╭─ DATA FOR THIS EXERCISE

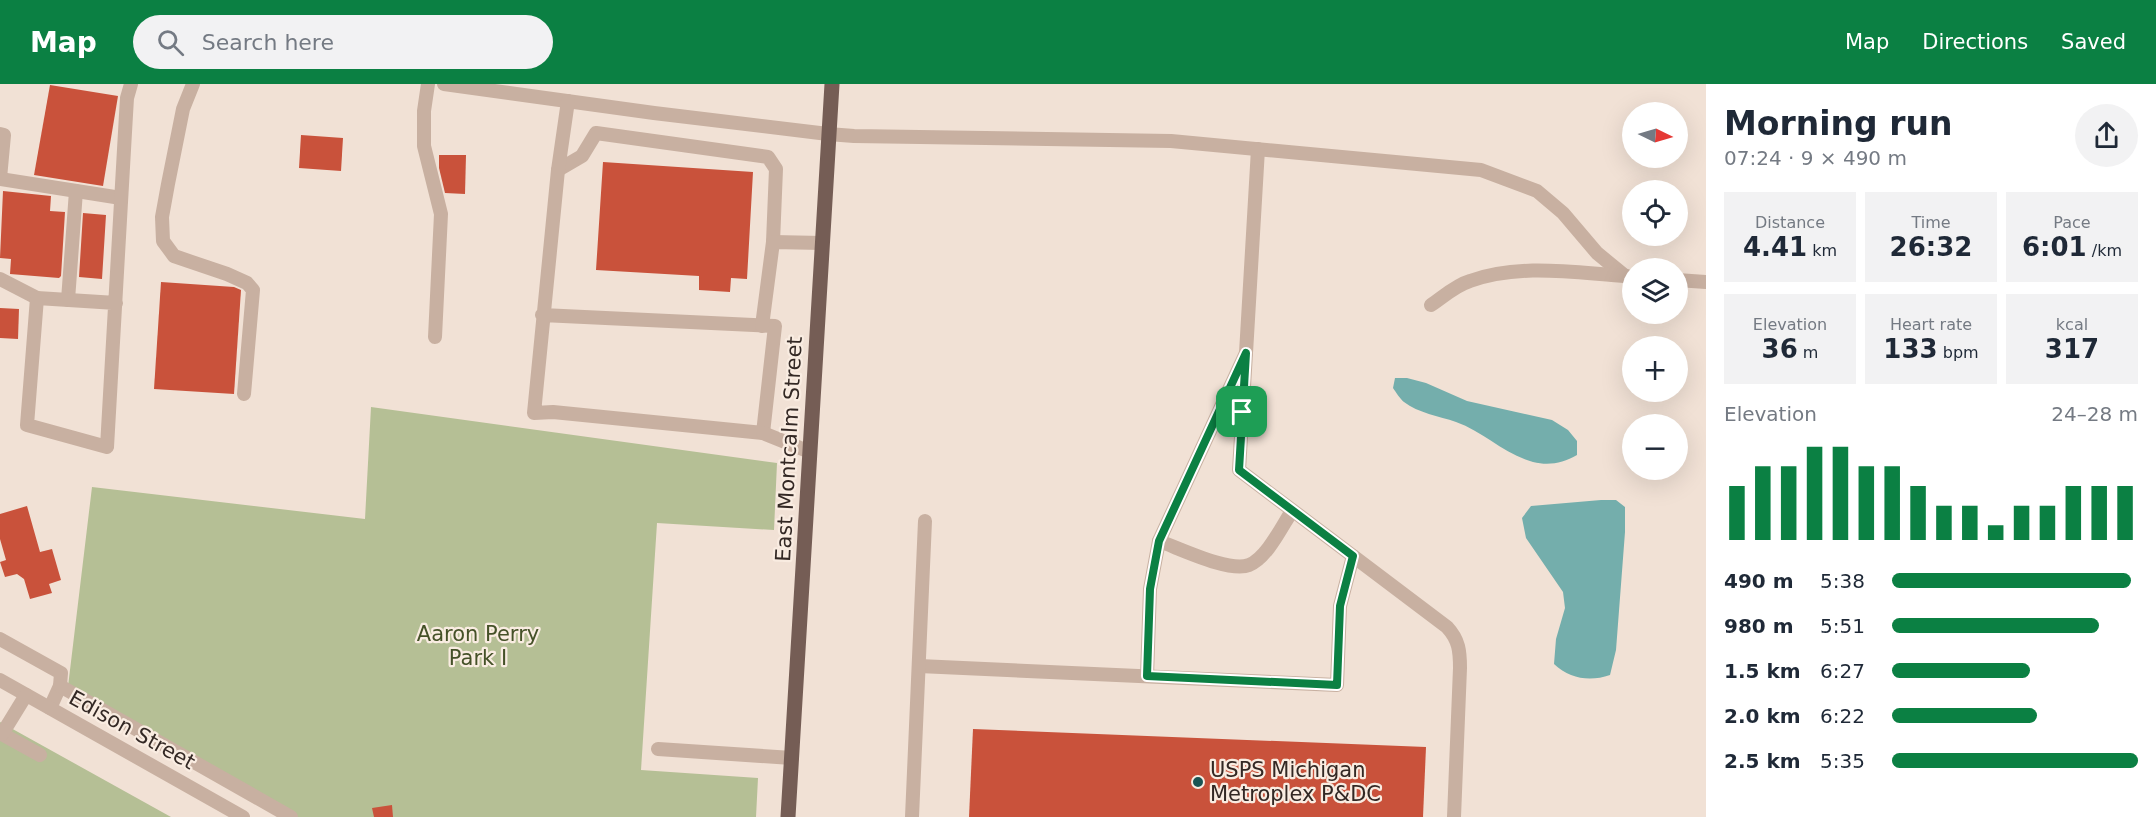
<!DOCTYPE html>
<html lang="en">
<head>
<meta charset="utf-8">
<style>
	body { margin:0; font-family:"DejaVu Sans",sans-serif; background:#f2f2f3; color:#1f2937; height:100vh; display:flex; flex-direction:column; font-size:22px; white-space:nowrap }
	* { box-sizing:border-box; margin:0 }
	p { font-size:20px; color:#747a83 }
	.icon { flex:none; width:33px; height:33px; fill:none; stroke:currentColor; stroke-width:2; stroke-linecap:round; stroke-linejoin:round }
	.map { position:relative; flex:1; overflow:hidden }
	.sheet { display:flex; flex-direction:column; background:#fff; width:450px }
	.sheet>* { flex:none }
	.needle { width:39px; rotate:95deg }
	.buttons { position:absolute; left:1622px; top:18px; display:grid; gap:12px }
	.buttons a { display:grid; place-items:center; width:66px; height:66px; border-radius:50%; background:#fff; box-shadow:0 6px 24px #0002; font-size:30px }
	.pin { position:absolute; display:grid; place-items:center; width:51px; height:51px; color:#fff; margin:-26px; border-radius:12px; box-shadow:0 3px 9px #0006 }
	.round { display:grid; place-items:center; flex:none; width:63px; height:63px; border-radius:32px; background:#f2f2f3 }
	.overview { display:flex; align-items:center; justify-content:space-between; height:102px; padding:0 18px }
	h1 { font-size:33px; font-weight:800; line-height:45px }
	.stats { display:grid; grid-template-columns:repeat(3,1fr); gap:9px; height:102px; padding:6px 18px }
	.stats div { display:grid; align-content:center; border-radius:0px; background:#f2f2f3; text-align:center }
	.stats b { font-size:26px; font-weight:800 }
	.stats small { font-size:16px; font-weight:400 }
	.stats p { font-size:16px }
	.chart { height:168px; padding:12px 18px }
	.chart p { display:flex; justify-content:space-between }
	.chart svg { width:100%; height:108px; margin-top:6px; stroke:#0b8043; stroke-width:6 }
	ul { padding:0 18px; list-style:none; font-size:20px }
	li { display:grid; grid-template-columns:96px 72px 1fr; align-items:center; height:45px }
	li i { height:15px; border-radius:8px; background:#0b8043 }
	header { display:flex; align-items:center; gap:36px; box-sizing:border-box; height:84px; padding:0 30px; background:#0b8043; color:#fff }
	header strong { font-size:28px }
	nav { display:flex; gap:33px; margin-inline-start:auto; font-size:21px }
	.search { width:420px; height:54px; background:#f2f2f3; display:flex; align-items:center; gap:15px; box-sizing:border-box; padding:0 21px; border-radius:33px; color:#747a83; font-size:22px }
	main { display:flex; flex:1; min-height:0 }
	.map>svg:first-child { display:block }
	.green { fill:#b5bf95 }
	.water { fill:#74aeac }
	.building { fill:#c9523b }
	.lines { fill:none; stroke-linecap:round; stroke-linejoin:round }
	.minor { stroke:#c8b0a1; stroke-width:14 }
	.major { stroke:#755d55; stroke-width:15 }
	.route-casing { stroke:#fff; stroke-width:12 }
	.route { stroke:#0b8043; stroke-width:8 }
	.poi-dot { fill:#195453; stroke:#f9ece1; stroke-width:2 }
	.labels { text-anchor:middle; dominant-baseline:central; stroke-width:4.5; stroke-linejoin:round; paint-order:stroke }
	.street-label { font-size:21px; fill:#332824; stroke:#f9ece1 }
	.park-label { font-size:21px; fill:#455128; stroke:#f9ece1 }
	.poi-label { font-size:21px; fill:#332824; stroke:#f9ece1; text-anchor:start }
</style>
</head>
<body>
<header>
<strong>Map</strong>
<div class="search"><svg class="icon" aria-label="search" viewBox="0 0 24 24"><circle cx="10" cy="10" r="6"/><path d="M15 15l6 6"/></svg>Search here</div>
<nav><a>Map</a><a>Directions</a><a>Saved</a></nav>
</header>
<main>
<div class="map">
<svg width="1706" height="733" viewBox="0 0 1706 733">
	<rect width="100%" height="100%" fill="#f1e1d5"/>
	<g class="green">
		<path d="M371 323 777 379 774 446 657 439 641 686 758 694 756 733H285L67 611 92 403 365 435Z"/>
		<path d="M0 638 171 733H0Z"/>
	</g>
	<g class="water">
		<path d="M1395 294H1407L1426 299 1467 317 1552 336 1568 346 1577 357V371C1563 379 1549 382 1533 378 1504 370 1484 348 1456 338 1439 332 1418 329 1404 318 1400 315 1396 308 1393 304Z"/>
		<path d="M1601 416H1616L1625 423V448L1616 566 1610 591C1590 598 1570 595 1554 580L1556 555 1565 524 1563 508 1526 454 1522 434 1531 422Z"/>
	</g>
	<g class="building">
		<path d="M50 1 118 12 103 102 34 91Z"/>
		<path d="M301 51 343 54 341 87 299 84Z"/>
		<path d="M439 71H466L465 110 445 109 439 84Z"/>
		<path d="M603 78 753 88 747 195 731 194 730 208 699 206V192L596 186Z"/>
		<path d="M3 107 51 112 50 127 65 128 61 192 59 194 10 190 11 175 0 174Z"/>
		<path d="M83 129 106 131 102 195 79 193Z"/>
		<path d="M161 198 234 203 241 206 234 310 154 305Z"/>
		<path d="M0 224 19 225 18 255 0 254Z"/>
		<path d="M27 422 40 468 52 465 61 496 49 500 52 509 30 515 24 495 17 490 5 493 0 478 6 476 0 455V430Z"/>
		<path d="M973 645 1426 663 1423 733H969Z"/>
		<path d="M392 721 393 733H374L372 724Z"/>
	</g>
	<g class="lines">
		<g class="minor">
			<path d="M193 0 183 25 168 100 162 133 163 157 174 172 227 190 247 199 253 206 244 310"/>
			<path d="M428 0 424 27V62L441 130 435 253"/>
			<path d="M444 0 654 29 828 50 854 52 1171 57 1481 86 1537 107 1563 129 1597 169 1625 192"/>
			<path d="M0 50 4 51 0 94"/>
			<path d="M558 86 582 72 596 49 768 73 776 85 773 158"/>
			<path d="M0 95 121 114"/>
			<path d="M0 195 37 214"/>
			<path d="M1677 196 1706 198"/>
			<path d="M68 216 76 107"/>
			<path d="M116 219 37 214 27 341 107 363C114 246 120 130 127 14L131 0"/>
			<path d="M1431 221C1443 213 1456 201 1470 197 1520 179 1576 189 1627 192"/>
			<path d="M542 231 775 242 763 349 553 328 534 329 558 86 568 17"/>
			<path d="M762 242 773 158 822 159"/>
			<path d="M1246 269 1239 386 1447 543C1459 556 1460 567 1460 584L1454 733"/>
			<path d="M763 349 810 368"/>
			<path d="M1159 457C1179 464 1230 489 1249 481 1267 474 1282 442 1292 427"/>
			<path d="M0 555 61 589 60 602 50 624"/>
			<path d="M919 582 1337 601 1340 522 1353 472"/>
			<path d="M1147 592 1150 505 1159 457 1246 269 1258 65"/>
			<path d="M0 596 243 733"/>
			<path d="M60 602 291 733"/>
			<path d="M0 649 40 671"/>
			<path d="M2 650 26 611"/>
			<path d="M658 665 792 674"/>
			<path d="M912 733 925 437"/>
		</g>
		<path class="major" d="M788 733 832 0"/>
	</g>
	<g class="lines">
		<g class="route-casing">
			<path id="route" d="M1246 269 1239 386 1353 472 1340 522 1337 601 1147 592 1150 505 1159 457Z"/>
		</g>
		<use href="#route" class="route"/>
	</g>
	<circle class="poi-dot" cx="1198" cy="698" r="6"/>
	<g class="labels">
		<g class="street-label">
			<text transform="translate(789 365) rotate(-87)">East Montcalm Street</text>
			<text transform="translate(132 646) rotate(29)">Edison Street</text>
		</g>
		<g class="park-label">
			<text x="478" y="550">Aaron Perry<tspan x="478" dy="24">Park I</tspan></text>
		</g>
		<g class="poi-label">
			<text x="1210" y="686">USPS Michigan<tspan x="1210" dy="24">Metroplex P&amp;DC</tspan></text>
		</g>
	</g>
</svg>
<div class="buttons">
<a><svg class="needle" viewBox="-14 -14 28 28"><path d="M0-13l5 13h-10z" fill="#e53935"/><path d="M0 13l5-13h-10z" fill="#747a83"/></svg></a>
<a><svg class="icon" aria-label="locate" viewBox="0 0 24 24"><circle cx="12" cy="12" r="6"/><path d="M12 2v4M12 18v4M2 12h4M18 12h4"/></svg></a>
<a><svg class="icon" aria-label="layers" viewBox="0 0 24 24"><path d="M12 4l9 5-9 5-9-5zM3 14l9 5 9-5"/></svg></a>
<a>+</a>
<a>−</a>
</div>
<div class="pin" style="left:1242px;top:328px;background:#1e9e55"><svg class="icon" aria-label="arrive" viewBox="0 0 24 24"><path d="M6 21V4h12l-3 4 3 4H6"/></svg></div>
</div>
<section class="sheet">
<div class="overview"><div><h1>Morning run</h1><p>07:24 · 9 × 490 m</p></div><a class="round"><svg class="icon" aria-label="share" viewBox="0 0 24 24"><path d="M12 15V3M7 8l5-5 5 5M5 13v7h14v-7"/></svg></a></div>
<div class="stats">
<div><p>Distance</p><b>4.41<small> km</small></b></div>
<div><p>Time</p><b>26:32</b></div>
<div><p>Pace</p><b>6:01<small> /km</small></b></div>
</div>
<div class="stats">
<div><p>Elevation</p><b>36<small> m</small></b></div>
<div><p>Heart rate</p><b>133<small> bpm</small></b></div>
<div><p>kcal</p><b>317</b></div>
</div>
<div class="chart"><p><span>Elevation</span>24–28 m</p>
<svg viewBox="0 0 160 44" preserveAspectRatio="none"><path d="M5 44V22M15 44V14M25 44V14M35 44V6M45 44V6M55 44V14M65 44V14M75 44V22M85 44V30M95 44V30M105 44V38M115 44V30M125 44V30M135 44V22M145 44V22M155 44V22"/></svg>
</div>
<ul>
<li><b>490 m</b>5:38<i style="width:97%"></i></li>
<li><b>980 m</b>5:51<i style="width:84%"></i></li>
<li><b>1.5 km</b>6:27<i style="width:56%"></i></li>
<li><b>2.0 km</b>6:22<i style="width:59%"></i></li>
<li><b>2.5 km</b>5:35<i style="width:100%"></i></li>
</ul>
</section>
</main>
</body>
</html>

╰─

**REQUIREMENT:** Copy exactly the lines running from the beginning of the listing through the line that has "position:absolute; display:grid; place-items:center;". Drop the pictures.

**WRITTEN SOLUTION:**
<!DOCTYPE html>
<html lang="en">
<head>
<meta charset="utf-8">
<style>
	body { margin:0; font-family:"DejaVu Sans",sans-serif; background:#f2f2f3; color:#1f2937; height:100vh; display:flex; flex-direction:column; font-size:22px; white-space:nowrap }
	* { box-sizing:border-box; margin:0 }
	p { font-size:20px; color:#747a83 }
	.icon { flex:none; width:33px; height:33px; fill:none; stroke:currentColor; stroke-width:2; stroke-linecap:round; stroke-linejoin:round }
	.map { position:relative; flex:1; overflow:hidden }
	.sheet { display:flex; flex-direction:column; background:#fff; width:450px }
	.sheet>* { flex:none }
	.needle { width:39px; rotate:95deg }
	.buttons { position:absolute; left:1622px; top:18px; display:grid; gap:12px }
	.buttons a { display:grid; place-items:center; width:66px; height:66px; border-radius:50%; background:#fff; box-shadow:0 6px 24px #0002; font-size:30px }
	.pin { position:absolute; display:grid; place-items:center; width:51px; height:51px; color:#fff; margin:-26px; border-radius:12px; box-shadow:0 3px 9px #0006 }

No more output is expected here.